> [YOUR OBJECTIVE]
This task calls for copying each line below that contains "PARICUTÍN".

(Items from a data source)
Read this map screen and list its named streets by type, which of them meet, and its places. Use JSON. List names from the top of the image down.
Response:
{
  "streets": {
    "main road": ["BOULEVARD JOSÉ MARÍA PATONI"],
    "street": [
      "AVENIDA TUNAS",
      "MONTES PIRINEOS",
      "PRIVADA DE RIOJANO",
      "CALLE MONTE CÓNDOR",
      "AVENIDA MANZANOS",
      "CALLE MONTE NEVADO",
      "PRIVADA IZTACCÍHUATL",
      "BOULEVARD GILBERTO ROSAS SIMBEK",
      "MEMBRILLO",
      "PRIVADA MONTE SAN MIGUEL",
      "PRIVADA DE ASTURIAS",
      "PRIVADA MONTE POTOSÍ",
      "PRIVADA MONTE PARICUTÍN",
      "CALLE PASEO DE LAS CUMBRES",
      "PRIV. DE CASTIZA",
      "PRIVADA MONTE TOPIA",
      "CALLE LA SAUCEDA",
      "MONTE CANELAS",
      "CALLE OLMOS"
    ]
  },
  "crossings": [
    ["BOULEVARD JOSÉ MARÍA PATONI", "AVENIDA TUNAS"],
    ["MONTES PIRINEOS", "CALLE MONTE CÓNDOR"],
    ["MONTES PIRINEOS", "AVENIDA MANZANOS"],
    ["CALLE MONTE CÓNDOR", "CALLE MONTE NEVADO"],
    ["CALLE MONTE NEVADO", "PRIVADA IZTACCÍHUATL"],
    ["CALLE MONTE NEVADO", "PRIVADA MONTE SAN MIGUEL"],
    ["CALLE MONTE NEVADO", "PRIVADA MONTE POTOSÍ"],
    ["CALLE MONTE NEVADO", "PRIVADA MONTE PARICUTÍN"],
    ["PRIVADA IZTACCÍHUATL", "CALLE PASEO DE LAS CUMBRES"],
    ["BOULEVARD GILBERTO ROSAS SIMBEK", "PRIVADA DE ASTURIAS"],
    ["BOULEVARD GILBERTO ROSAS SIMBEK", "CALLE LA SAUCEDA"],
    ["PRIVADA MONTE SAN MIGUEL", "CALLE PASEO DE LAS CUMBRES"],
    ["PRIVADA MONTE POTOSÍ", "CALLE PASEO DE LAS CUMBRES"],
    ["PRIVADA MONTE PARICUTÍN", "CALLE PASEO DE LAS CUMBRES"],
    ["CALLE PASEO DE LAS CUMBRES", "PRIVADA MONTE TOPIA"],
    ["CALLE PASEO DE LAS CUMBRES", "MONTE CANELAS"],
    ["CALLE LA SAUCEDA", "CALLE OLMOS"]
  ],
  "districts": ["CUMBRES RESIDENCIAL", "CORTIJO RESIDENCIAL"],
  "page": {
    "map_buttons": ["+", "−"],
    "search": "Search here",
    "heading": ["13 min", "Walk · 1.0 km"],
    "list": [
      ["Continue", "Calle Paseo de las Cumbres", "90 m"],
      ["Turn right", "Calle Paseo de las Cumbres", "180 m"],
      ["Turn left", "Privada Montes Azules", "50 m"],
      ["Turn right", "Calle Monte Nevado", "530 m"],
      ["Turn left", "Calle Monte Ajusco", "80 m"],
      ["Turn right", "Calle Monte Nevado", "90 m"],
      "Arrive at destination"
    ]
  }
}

* * *

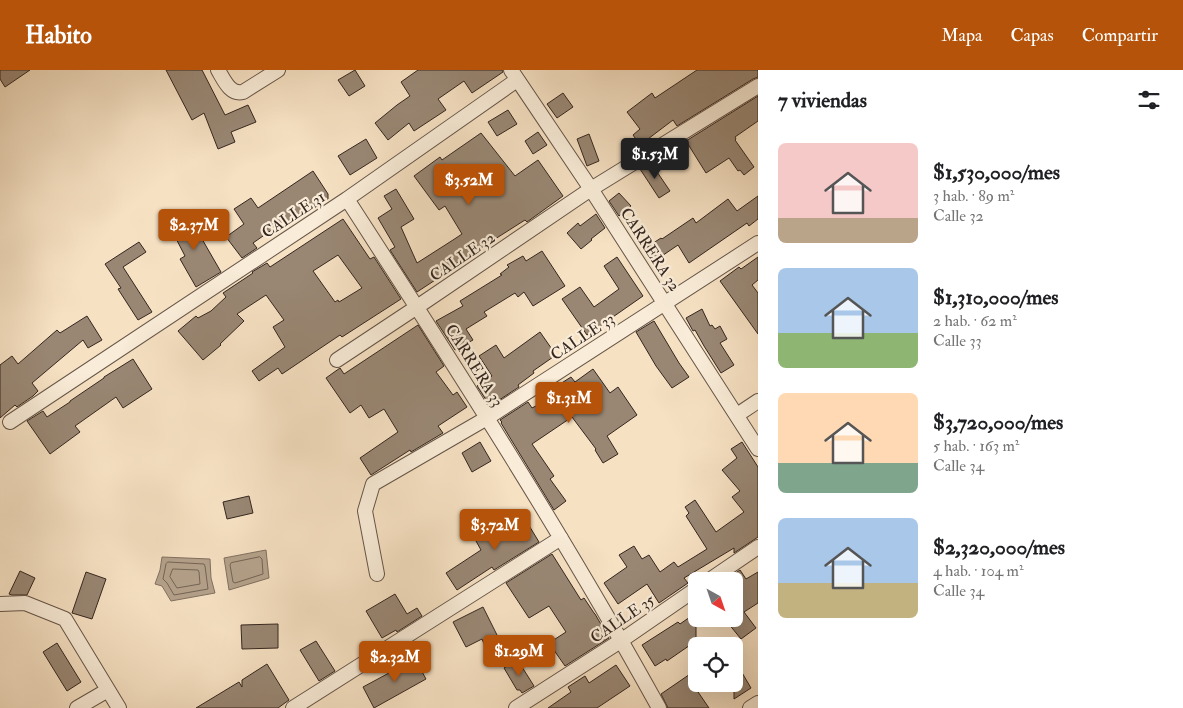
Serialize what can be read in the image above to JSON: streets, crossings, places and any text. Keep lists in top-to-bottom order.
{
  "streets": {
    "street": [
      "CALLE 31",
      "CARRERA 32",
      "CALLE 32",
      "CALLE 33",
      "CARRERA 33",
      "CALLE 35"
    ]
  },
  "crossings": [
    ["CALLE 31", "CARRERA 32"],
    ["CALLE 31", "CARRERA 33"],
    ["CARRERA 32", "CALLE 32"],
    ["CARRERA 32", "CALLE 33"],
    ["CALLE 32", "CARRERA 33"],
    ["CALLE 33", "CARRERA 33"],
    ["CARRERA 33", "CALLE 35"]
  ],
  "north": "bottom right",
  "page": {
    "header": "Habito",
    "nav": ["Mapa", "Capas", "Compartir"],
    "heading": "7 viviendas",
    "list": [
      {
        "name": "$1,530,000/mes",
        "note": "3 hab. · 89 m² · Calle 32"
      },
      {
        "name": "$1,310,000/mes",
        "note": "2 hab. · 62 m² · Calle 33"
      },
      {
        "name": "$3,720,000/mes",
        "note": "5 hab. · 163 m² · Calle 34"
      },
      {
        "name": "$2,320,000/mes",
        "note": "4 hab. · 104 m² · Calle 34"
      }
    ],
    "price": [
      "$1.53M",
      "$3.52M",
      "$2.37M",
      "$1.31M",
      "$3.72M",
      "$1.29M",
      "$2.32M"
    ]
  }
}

> [WRITTEN ANSWER]
      "PRIVADA MONTE PARICUTÍN",
    ["CALLE MONTE NEVADO", "PRIVADA MONTE PARICUTÍN"],
    ["PRIVADA MONTE PARICUTÍN", "CALLE PASEO DE LAS CUMBRES"],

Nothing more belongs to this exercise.